[Data for analysis — start]
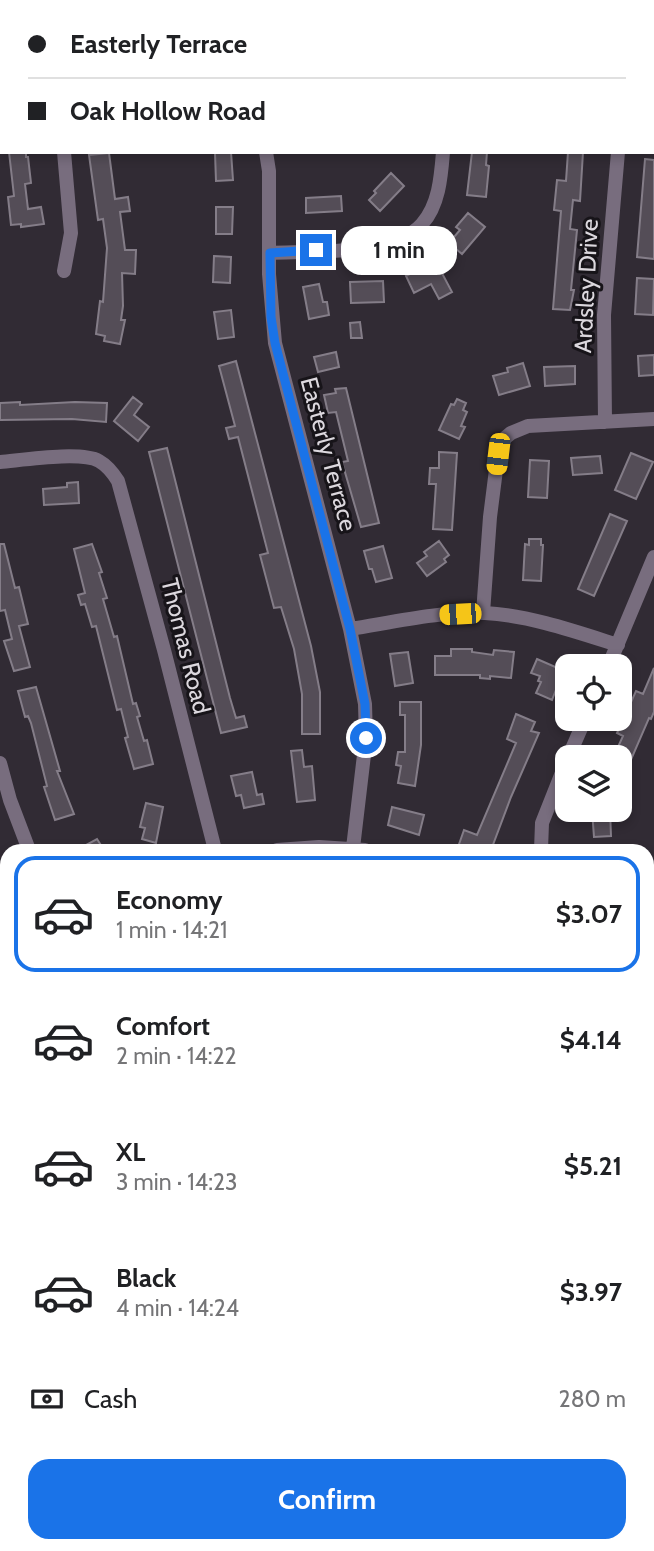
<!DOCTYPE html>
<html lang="en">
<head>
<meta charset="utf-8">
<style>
	:root { --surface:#fff; --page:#f2f2f2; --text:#202124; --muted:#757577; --line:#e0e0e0; --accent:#1a73e8 }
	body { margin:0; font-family:Cabin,sans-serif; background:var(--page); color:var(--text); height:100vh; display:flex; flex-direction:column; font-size:26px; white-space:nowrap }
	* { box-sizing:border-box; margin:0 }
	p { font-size:23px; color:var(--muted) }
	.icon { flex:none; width:38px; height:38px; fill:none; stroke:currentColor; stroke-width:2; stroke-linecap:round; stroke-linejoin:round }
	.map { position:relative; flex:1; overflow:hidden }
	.drawer { position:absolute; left:0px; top:844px; width:654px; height:709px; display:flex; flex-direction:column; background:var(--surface); border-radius:21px 21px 0 0; box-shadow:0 4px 10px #0003 }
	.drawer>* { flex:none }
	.top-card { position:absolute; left:0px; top:0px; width:654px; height:154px; box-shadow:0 4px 10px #0003; display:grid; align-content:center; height:154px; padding:0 28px; background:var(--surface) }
	.controls { position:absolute; left:555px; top:654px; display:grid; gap:14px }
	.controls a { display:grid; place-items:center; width:77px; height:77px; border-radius:14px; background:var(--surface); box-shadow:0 4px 10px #0003; font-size:35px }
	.end { position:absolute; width:32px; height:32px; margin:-16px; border:9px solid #1a73e8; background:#fff; box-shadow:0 0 0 4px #fff }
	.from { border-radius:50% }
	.bubble { position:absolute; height:49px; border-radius:21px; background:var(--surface); box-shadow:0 4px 10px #0003; font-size:23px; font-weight:700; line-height:49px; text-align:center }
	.car { position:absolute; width:21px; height:42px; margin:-21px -10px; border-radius:9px; box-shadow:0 0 5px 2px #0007; background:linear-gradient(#f5c518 24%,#345 0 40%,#f5c518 0 76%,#345 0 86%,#f5c518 0) }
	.top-card b { display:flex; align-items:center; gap:24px; height:66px; font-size:26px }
	.top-card b+b { border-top:2px solid var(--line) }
	.top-card i { width:18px; height:18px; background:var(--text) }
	ul { padding:12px 0 0; list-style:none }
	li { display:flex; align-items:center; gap:21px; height:116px; margin:0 14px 10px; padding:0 14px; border:4px solid transparent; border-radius:21px }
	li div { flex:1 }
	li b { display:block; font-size:26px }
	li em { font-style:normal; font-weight:700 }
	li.selected { border-color:var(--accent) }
	li>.icon { width:63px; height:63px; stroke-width:1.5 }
	.pay { display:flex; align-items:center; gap:18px; height:77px; padding:0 28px; font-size:26px }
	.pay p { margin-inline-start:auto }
	.primary-button { display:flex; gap:14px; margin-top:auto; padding:14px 28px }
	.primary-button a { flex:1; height:80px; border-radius:21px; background:var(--accent); color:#fff; font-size:28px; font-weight:700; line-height:80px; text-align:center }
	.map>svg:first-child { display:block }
</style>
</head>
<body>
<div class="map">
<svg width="654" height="1551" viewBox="0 0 654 1551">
	<defs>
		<pattern id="park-dots" width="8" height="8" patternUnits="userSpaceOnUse" patternTransform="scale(1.75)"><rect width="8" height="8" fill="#564160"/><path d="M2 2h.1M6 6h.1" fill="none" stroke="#6e5c76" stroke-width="1.8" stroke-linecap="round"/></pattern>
	</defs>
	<rect width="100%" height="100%" fill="#312b34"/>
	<path fill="url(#park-dots)" d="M0 1112 7 1125V1300L0 1304Z"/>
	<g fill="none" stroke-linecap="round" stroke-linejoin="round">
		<path stroke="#1d0826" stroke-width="3.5" d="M648 966 654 962
			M0 1150 7 1179"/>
	</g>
	<path fill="#544d57" stroke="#847d88" stroke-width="2" d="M9 152H26V157H28L31 183 25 184 28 209 41 207 44 224 21 227V224L11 225 8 197 14 196Z
		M231 152 233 180 216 181 215 153Z
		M472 152H487L486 165 489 166 486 197 467 195Z
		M568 152H583L580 201 573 200 570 229 577 230 571 290H574L570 310 553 309 561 211 554 210 557 180 566 181Z
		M109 153 115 199 128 197 130 211 120 212 125 250H136L135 274 122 273 123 306 121 320H125L120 344 104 341 105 336 96 334 100 301 103 302 107 248 103 219 98 220 89 155Z
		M645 159 654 160V259L637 257Z
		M391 173 404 186 380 211 369 200 376 193 374 191Z
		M341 196 342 211 306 213V198Z
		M216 207H233L232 234H216Z
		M468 213 485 227 462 254 449 243 460 230 456 227Z
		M214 256 231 257 230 283 213 282Z
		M435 260 452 292 439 299 431 284 414 293 406 276Z
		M637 278 654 279 653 315 635 314Z
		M383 281 384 302 351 303 350 282Z
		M319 284 323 302H327L329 315 309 319 303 287Z
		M231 310 234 337 218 339 214 312Z
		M360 322 362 338H351L350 323Z
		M336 352 339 367 318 372 314 357Z
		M654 355V375L639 376 638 356Z
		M236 361 311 646 320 692V734H302V694L294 649 281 607 274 608 260 555 268 553 238 437 229 439 226 428 235 426 219 366Z
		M523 363 530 386 499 395 493 376 508 372 507 368Z
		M575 366V384L545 386 544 367Z
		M346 388 379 523 361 527 342 462 348 461 336 412 328 413 324 395 336 393 335 389Z
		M133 397 142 404 134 415 149 427 138 441 114 421Z
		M457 399 466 403 463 410 467 412 461 426 465 427 459 439 439 430 451 404 454 405Z
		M20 402V405L75 402 107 403 106 422 72 419 0 420V403Z
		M167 448 230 698 236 718 244 716 247 727 221 733 149 452Z
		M439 452 457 453 452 530 433 529 436 484H429L430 468H439Z
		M631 453 653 462 636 499 615 490Z
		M600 456 602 473 573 475 571 458Z
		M530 460 549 461 547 498 528 497Z
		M78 482 79 503 44 505 43 489 67 487V483Z
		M610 514 627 521 594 596 578 589Z
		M529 539H541V545H543L541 581 523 580 525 544 529 545Z
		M439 541 449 555 444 559 446 562 427 576 417 563 427 556 424 552Z
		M0 544H4L15 588 19 587 28 624 19 626 30 667 14 671 4 641 12 639 5 610 0 611Z
		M92 544 102 572 99 573 107 598 103 599 114 637 117 636 133 704 136 703 140 716 137 717 144 741 147 740 153 764 134 769 125 738 128 737 121 709 117 710 96 626 92 627 85 604 81 605 78 595 85 593 74 549Z
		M383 546 392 578 376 582 372 569H369L364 551Z
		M451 649H472V652L493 655 494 650 514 652 511 678 490 676V679L480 678V675H435V656H451Z
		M408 652 413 683 395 686 390 654Z
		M537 659 560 669 557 675 561 677 552 700 536 693 541 682 538 681 540 676 531 673Z
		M654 668V712L651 719 649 718 620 785V758H613L623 736 617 733 636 691 643 694Z
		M36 687 60 771H57L74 814 55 820 44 787 47 786 31 723 28 716 25 717 18 691Z
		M400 702H421V745L415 786 398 783 401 766 396 765 398 752H405V715H400Z
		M516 714 535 722 531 731 539 733 511 797 491 850H467L458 847 464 830 477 835 516 743 507 739Z
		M302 750 304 767 312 766 315 800 297 802 291 751Z
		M252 772 257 795 262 794 264 804 244 808 241 795 236 796 231 776Z
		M146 803 163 807 156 843 142 839 145 828 140 827Z
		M392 807 424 815 419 835 388 825Z
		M592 810H610L611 836 594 837Z
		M97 839 104 850H77Z"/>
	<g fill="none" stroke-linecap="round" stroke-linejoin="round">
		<path stroke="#786d7e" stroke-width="14" d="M39 0 40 2
			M224 0 225 2
			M392 0 398 2
			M341 2 361 0
			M632 2V0
			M266 152 269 171V274L275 343 350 629 365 704 366 738 353 848
			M270 253C310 251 394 256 422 224 439 205 441 177 443 152
			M64 271 71 233 64 152
			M605 422 604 315 618 152
			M0 462C23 460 81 451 99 461 108 466 113 473 118 481L164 650 215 850
			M483 613 490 517 498 454 505 438 511 433 528 426 654 419
			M350 629C394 622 441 611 485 613 528 615 577 632 618 645
			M608 667 654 557
			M568 758 585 719
			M0 763 10 800 29 850
			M277 850 319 847 365 850
			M541 850 542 823 567 760
			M648 871H654
			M0 989 7 986
			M648 1073 654 1071
			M134 1551 137 1545"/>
	</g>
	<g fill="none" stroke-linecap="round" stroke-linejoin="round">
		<path stroke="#1a73e8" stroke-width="9" d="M316 250 270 253 271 317 275 343 350 629 365 704 366 738"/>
	</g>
	<g text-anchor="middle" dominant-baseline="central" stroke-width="6" stroke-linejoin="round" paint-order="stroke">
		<g font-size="24" fill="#dcd8de" stroke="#171419">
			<text transform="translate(586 286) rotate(-87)">Ardsley Drive</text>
			<text transform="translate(329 454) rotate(75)">Easterly Terrace</text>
			<text transform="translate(186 646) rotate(76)">Thomas Road</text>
		</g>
	</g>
</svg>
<div class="controls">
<a><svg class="icon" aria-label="locate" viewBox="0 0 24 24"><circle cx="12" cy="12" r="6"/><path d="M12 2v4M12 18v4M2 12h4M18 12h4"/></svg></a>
<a><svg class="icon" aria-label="layers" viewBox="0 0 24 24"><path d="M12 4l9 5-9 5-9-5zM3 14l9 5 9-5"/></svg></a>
</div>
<i class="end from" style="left:366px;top:738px"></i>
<i class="end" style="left:316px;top:250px"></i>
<div class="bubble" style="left:341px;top:226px;width:116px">1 min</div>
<i class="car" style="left:498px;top:454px;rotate:187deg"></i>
<i class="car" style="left:460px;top:614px;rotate:267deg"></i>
<div class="top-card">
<b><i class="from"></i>Easterly Terrace</b>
<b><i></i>Oak Hollow Road</b>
</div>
<section class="drawer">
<ul>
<li class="selected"><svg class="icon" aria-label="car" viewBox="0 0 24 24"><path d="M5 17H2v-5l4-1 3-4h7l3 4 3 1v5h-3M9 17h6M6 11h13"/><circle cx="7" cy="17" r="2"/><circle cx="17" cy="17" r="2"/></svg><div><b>Economy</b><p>1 min · 14:21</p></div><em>$3.07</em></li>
<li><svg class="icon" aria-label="car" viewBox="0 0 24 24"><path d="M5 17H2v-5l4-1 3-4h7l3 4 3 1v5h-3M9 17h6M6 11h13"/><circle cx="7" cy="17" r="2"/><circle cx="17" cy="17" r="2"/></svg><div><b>Comfort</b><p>2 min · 14:22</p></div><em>$4.14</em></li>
<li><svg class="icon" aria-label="car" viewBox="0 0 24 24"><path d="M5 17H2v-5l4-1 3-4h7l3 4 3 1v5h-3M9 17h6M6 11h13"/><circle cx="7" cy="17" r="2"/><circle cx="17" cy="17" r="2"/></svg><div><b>XL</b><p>3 min · 14:23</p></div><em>$5.21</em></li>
<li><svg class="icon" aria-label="car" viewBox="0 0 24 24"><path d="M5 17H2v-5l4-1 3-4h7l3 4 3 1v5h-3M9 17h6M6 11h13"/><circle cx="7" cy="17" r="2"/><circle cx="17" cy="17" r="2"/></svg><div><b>Black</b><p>4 min · 14:24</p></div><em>$3.97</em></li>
</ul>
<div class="pay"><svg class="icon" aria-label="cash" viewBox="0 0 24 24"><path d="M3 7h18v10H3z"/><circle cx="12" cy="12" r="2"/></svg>Cash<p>280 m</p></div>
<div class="primary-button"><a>Confirm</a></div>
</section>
</div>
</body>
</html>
[Data for analysis — finish]
What is needed: Nothing but a number is wanted here: the count of lines in the listing with the word "direction".

Task solution: 2